Cette pêcherie leur était vivement disputée par les Indiens Rouges, qui les en chassaient souvent par la force des armes et s'approvisionnaient de poisson à leurs dépens.
En longeant le bord du fleuve, le capitaine Dubreuil arriva à l'établissement. Les femmes du camp s'y trouvaient toutes réunies. Les unes appendaient, pour les faire sécher, des saumons à de vastes hangars en branches de cèdre; d'autres en boucanaient à la fumée, sur des claies supportées par des pieux, au-dessous desquelles se consumaient lentement des rameaux de pins aromatiques. Un plus grand nombre attrapait le poisson, à l'aide de vastes mannes en osier tendues au milieu même de la cataracte. Ces mannes ressemblaient, proportions gardées, à nos nasses. On les assujettissait à des pointes de rocher, pour les lever quand on les jugeait pleines de saumons. Chacune pouvait contenir une centaine de ces poissons, dont les essaims compactes donnaient à la rivière l'apparence d'un champ de nacre de perle.

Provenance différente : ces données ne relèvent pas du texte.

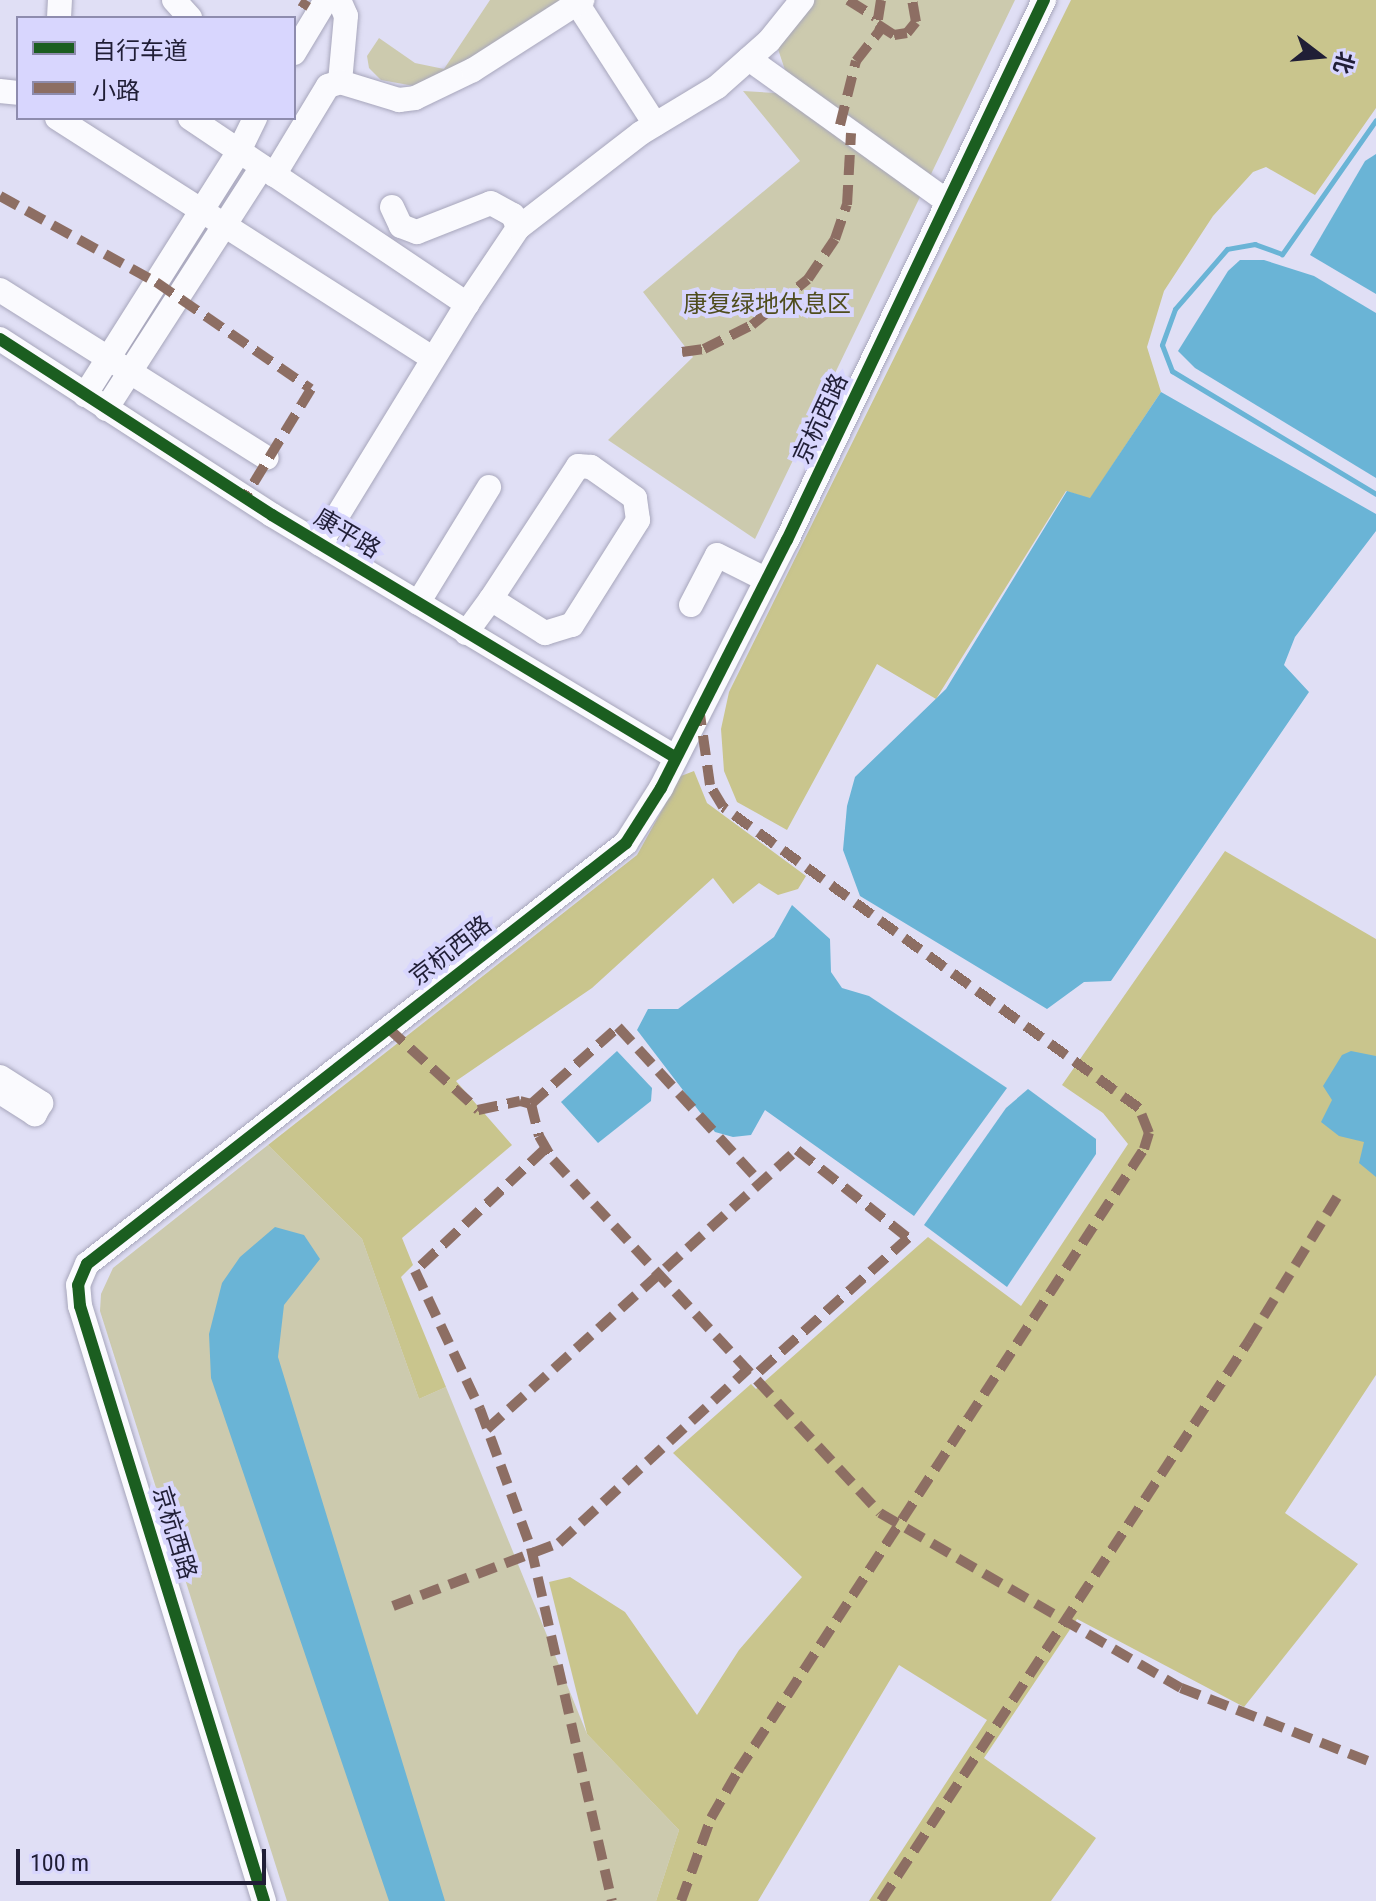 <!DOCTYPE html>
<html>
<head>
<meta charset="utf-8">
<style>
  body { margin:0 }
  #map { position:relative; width:1376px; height:1901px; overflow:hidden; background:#e0dff5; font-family:"Roboto Condensed","Noto Sans SC",sans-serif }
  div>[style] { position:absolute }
  .green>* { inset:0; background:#cccaae }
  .forest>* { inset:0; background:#c9c58d }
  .water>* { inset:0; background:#6ab4d6 }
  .stream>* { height:5px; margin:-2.5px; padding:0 2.5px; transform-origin:2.5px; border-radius:2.5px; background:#6ab4d6 }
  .roads { filter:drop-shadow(0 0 2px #a7a6bb) drop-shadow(0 0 2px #a7a6bb) }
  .minor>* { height:24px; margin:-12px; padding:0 12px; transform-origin:12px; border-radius:12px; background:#fafafe }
  .quiet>* { height:10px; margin-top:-5px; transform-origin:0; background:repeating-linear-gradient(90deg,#8d6e63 0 20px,transparent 0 30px) }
  .cycleway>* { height:12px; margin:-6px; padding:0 6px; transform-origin:6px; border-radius:6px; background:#1b5e20 }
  span { translate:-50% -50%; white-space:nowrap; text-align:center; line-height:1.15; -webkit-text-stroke:8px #d8d6fe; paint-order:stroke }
  .park-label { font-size:24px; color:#4f4d1e }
  .street-label { font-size:24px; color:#201e36 }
  .legend { position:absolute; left:16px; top:16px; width:280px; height:104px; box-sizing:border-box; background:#d8d6fe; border:2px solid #8e8cae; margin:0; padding:10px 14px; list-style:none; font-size:24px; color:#201e36 }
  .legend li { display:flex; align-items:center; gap:16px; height:40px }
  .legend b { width:40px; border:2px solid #8e8cae }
  .north { position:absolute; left:1280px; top:16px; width:80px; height:80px; -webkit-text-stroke:6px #d8d6fe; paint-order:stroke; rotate:106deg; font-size:22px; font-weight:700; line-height:32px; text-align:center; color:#201e36 }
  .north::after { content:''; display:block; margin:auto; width:28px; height:36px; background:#201e36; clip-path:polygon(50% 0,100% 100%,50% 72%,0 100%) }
  .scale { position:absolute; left:16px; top:1849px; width:250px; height:36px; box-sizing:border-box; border:4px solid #201e36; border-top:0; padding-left:10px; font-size:24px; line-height:28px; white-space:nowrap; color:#201e36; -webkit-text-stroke:6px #d8d6fe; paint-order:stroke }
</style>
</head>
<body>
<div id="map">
  <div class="green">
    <i style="clip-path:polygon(490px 0,561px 0,480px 58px,414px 86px,381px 80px,369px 68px,367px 56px,379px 38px,415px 63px,444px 69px)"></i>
    <i style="clip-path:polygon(807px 0,1015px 0,755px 539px,608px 440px,693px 357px,643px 292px,800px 161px,743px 91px,775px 93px,787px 76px,778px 49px)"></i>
    <i style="clip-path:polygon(268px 1145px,362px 1239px,419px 1399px,446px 1387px,587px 1734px,679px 1830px,656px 1901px,287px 1901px,100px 1311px,101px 1294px,113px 1268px)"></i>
  </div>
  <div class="forest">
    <i style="clip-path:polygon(1071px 0,1376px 0,1376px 108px,1315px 195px,1266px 167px,1253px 172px,1213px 216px,1164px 291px,1147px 347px,1161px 392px,1090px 499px,1066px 491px,936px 699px,877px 664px,787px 830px,737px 802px,724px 771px,721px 729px,729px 692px)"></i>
    <i style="clip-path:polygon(694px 771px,707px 803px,806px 876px,798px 889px,778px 895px,759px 883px,733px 904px,713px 878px,592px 988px,456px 1081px,512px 1145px,402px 1238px,413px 1265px,401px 1277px,446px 1387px,419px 1399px,362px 1239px,268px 1145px,637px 855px,681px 776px)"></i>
    <i style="clip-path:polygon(1225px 851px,1376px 939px,1376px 1375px,1285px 1513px,1358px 1564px,1244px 1707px,1077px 1619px,984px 1758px,1096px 1838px,1051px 1901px,869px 1901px,987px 1720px,899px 1665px,758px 1901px,656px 1901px,679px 1830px,587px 1734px,549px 1582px,570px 1577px,625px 1612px,697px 1715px,739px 1650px,802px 1577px,673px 1453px,751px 1384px,756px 1389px,928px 1237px,1021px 1306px,1128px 1144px,1103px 1113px,1062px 1085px)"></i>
  </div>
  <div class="water">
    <i style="clip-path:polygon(1376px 154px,1376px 294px,1310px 255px,1365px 161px)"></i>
    <i style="clip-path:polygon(1240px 260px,1264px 260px,1314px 276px,1376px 313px,1376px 478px,1195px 368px,1178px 351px,1228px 271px)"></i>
    <i style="clip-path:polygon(1161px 392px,1376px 514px,1376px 531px,1295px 637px,1284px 665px,1309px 692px,1111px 981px,1084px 982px,1047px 1009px,860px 896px,843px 850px,847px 806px,855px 777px,946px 689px,1067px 491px,1090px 498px)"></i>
    <i style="clip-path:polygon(792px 905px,830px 939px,831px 972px,842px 988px,869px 996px,1007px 1088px,914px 1216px,765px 1110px,751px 1135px,733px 1137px,715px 1132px,637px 1030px,648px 1009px,678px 1009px,774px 937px)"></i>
    <i style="clip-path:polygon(617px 1051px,652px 1088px,651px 1101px,598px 1143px,561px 1102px)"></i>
    <i style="clip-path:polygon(1351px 1051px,1376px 1056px,1376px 1177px,1359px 1163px,1364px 1142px,1339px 1136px,1321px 1122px,1332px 1100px,1323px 1086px,1342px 1055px)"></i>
    <i style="clip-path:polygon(1028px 1089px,1096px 1139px,1096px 1154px,1007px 1287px,924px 1225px,1006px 1108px)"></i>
    <i style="clip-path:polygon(275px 1227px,304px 1235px,320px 1259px,284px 1305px,278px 1357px,445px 1901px,389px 1901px,211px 1378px,209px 1334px,222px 1283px,240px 1257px)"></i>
  </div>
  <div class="stream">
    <i style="left:1376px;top:120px;width:164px;rotate:125deg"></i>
    <i style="left:1282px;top:254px;width:29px;rotate:-160deg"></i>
    <i style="left:1255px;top:244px;width:28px;rotate:170deg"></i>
    <i style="left:1227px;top:249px;width:79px;rotate:130.9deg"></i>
    <i style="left:1175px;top:309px;width:38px;rotate:110deg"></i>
    <i style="left:1162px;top:345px;width:28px;rotate:69deg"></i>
    <i style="left:1172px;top:371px;width:238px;rotate:31.1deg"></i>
  </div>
  <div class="roads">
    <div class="minor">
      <i style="left:174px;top:0;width:24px;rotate:48deg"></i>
      <i style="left:339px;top:0;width:17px;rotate:66deg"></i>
      <i style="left:346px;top:16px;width:66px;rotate:95.2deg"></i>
      <i style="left:577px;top:3px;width:144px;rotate:57.2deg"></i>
      <i style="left:59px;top:18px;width:18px;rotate:-87deg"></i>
      <i style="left:294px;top:53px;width:62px;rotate:-58.9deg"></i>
      <i style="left:749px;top:59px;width:245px;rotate:35.7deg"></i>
      <i style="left:0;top:91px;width:18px;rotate:6deg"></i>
      <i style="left:57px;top:118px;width:446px;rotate:32.6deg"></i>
      <i style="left:190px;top:118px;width:334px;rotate:33.9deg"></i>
      <i style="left:467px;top:304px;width:92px;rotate:-56.1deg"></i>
      <i style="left:518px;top:228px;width:155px;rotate:-37.7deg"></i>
      <i style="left:641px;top:133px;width:89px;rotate:-31.2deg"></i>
      <i style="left:717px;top:87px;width:69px;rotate:-41.5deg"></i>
      <i style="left:769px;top:41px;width:53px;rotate:-51.2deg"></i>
      <i style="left:274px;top:175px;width:104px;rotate:-58.8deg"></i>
      <i style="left:328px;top:86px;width:13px;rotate:-18deg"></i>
      <i style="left:340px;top:82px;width:62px;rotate:17deg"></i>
      <i style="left:399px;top:100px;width:16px;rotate:-7deg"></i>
      <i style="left:415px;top:98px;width:64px;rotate:-25.8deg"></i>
      <i style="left:473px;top:70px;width:130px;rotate:-32.7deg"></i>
      <i style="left:392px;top:207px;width:21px;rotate:65deg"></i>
      <i style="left:401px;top:226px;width:17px;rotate:21deg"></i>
      <i style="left:417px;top:232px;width:79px;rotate:-21.4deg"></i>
      <i style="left:491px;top:203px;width:25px;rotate:29deg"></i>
      <i style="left:513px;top:215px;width:14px;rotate:69deg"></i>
      <i style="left:0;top:290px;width:315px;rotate:32.2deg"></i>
      <i style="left:0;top:339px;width:324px;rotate:32.9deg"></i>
      <i style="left:272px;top:515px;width:471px;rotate:31deg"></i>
      <i style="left:85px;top:395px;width:289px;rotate:-57.7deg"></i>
      <i style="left:239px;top:151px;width:37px;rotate:-64deg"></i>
      <i style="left:106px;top:409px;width:288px;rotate:-57.2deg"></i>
      <i style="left:320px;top:544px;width:281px;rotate:-58.5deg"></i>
      <i style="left:418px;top:603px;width:136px;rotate:-58.5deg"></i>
      <i style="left:691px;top:605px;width:56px;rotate:-62.5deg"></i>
      <i style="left:717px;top:555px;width:54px;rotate:26.6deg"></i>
      <i style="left:466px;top:633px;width:42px;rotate:-53.7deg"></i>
      <i style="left:491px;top:599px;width:64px;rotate:32.2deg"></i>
      <i style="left:545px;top:633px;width:28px;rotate:-17deg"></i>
      <i style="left:572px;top:625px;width:124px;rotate:-57.8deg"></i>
      <i style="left:638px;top:520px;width:22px;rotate:-98deg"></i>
      <i style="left:635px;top:498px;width:54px;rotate:-144.8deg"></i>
      <i style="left:591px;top:467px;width:13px;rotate:-176deg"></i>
      <i style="left:578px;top:466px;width:159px;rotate:123.2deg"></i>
      <i style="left:0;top:1077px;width:49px;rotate:32.4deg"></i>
      <i style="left:41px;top:1103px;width:13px;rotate:119deg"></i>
      <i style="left:35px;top:1114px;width:41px;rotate:-147.8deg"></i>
      <i style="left:264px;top:1901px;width:623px;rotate:-107.18deg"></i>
      <i style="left:80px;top:1306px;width:21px;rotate:-95deg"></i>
      <i style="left:78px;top:1285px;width:23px;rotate:-67deg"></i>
      <i style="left:87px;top:1264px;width:684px;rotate:-37.99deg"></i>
      <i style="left:626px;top:843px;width:65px;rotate:-57.5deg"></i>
      <i style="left:661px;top:788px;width:278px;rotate:-63.1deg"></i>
      <i style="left:787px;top:540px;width:598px;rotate:-64.55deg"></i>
    </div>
  </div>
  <div class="quiet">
    <i style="left:848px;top:0;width:32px;rotate:32deg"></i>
    <i style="left:881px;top:0;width:24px;rotate:99deg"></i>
    <i style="left:877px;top:24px;width:20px;rotate:33deg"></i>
    <i style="left:894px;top:35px;width:13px;rotate:-9deg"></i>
    <i style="left:907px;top:33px;width:14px;rotate:-51deg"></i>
    <i style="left:916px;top:22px;width:22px;rotate:-100deg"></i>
    <i style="left:302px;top:8px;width:9px;rotate:-58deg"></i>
    <i style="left:840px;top:125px;width:66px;rotate:-76deg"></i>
    <i style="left:856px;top:61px;width:41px;rotate:-52deg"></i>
    <i style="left:0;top:196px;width:178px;rotate:28.9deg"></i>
    <i style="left:156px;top:282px;width:188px;rotate:34.6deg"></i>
    <i style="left:311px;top:389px;width:127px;rotate:121.4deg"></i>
    <i style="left:682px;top:352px;width:22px;rotate:-8deg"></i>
    <i style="left:704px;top:349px;width:54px;rotate:-26.6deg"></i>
    <i style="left:752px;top:325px;width:72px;rotate:-39.4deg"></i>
    <i style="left:808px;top:279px;width:48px;rotate:-56deg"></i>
    <i style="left:835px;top:239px;width:36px;rotate:-71deg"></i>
    <i style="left:847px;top:205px;width:72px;rotate:-86.8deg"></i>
    <i style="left:388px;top:1028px;width:122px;rotate:42.3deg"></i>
    <i style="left:478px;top:1110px;width:43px;rotate:-12.1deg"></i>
    <i style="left:520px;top:1101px;width:11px;rotate:15deg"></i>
    <i style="left:531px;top:1104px;width:33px;rotate:76deg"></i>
    <i style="left:539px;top:1136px;width:28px;rotate:60deg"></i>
    <i style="left:553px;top:1160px;width:481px;rotate:47.2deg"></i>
    <i style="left:880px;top:1513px;width:348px;rotate:30.2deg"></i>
    <i style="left:1181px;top:1688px;width:209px;rotate:21.3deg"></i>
    <i style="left:531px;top:1104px;width:116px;rotate:-41.5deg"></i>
    <i style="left:618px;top:1027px;width:210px;rotate:47.5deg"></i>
    <i style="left:545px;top:1149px;width:178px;rotate:136.8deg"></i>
    <i style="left:415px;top:1271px;width:153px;rotate:64.8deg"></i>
    <i style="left:480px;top:1409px;width:148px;rotate:69.9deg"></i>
    <i style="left:531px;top:1548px;width:362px;rotate:77.1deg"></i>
    <i style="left:487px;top:1429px;width:417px;rotate:-42deg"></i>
    <i style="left:797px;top:1150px;width:142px;rotate:38.4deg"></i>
    <i style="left:908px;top:1238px;width:207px;rotate:138.1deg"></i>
    <i style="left:393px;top:1606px;width:178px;rotate:-20.8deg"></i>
    <i style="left:559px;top:1543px;width:257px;rotate:-42.6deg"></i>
    <i style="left:681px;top:1901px;width:88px;rotate:-70.1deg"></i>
    <i style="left:711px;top:1818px;width:54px;rotate:-60.1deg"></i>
    <i style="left:738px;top:1771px;width:743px;rotate:-56.87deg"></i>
    <i style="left:1144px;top:1149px;width:17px;rotate:-73deg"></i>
    <i style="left:1149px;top:1133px;width:27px;rotate:-112deg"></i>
    <i style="left:1139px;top:1108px;width:513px;rotate:-144.11deg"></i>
    <i style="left:723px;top:807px;width:26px;rotate:-121deg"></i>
    <i style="left:710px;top:785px;width:71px;rotate:-98.1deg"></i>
    <i style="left:881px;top:1901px;width:669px;rotate:-56.71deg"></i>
    <i style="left:1248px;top:1342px;width:180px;rotate:-58.4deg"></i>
  </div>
  <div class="cycleway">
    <i style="left:0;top:339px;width:324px;rotate:32.9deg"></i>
    <i style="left:272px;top:515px;width:471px;rotate:31deg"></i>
    <i style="left:264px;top:1901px;width:623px;rotate:-107.18deg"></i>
    <i style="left:80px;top:1306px;width:21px;rotate:-95deg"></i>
    <i style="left:78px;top:1285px;width:23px;rotate:-67deg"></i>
    <i style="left:87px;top:1264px;width:684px;rotate:-37.99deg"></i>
    <i style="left:626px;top:843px;width:65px;rotate:-57.5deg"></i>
    <i style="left:661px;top:788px;width:278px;rotate:-63.1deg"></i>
    <i style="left:787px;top:540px;width:598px;rotate:-64.55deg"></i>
  </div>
  <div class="park-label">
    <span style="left:767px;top:305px">康复绿地休息区</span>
  </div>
  <div class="street-label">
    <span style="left:821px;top:419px;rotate:-65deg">京杭西路</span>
    <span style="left:347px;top:534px;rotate:31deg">康平路</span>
    <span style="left:451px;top:951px;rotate:-38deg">京杭西路</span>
    <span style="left:174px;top:1533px;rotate:73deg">京杭西路</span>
  </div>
  <ul class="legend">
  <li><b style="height:10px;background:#1b5e20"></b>自行车道</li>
  <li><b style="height:10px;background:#8d6e63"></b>小路</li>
  </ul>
  <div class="north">北</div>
  <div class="scale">100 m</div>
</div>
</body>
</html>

Ils affluaient vers la chute, les gros, les femelles en avant, les mâles à la suite, les jeunes à l'arrière-garde, tous cherchant à surmonter l'obstacle, quoiqu'il eût bien cinquante pieds d'élévation. On les voyait bondir, s'appuyer aux pierres, ramasser sous leur corps l'extrémité de leur queue, en faire une espèce de ressort, débander tout d'un coup l'arc ainsi formé, frapper l'eau vigoureusement et franchir la cataracte par une série de sauts successifs.
Entraînés par le flot ou repoussés par les pêcheuses munies de longues perches, ceux qui manquaient leur coup,—et c'était la majorité,—retombaient dans les filets disposés à cet effet.[29]
[Note 29: Les sauvages de la Colombie usent d'un même procédé pour pêcher le saumon.—Voir les Nez-Percés et la Tête-Plate, première partie des DRAMES DE L'AMÉRIQUE du NORD.]
Dubreuil s'amusa longtemps à suivre des yeux le travail des Indiennes, qui déployaient dans leur tâche une activité et une adresse surprenantes.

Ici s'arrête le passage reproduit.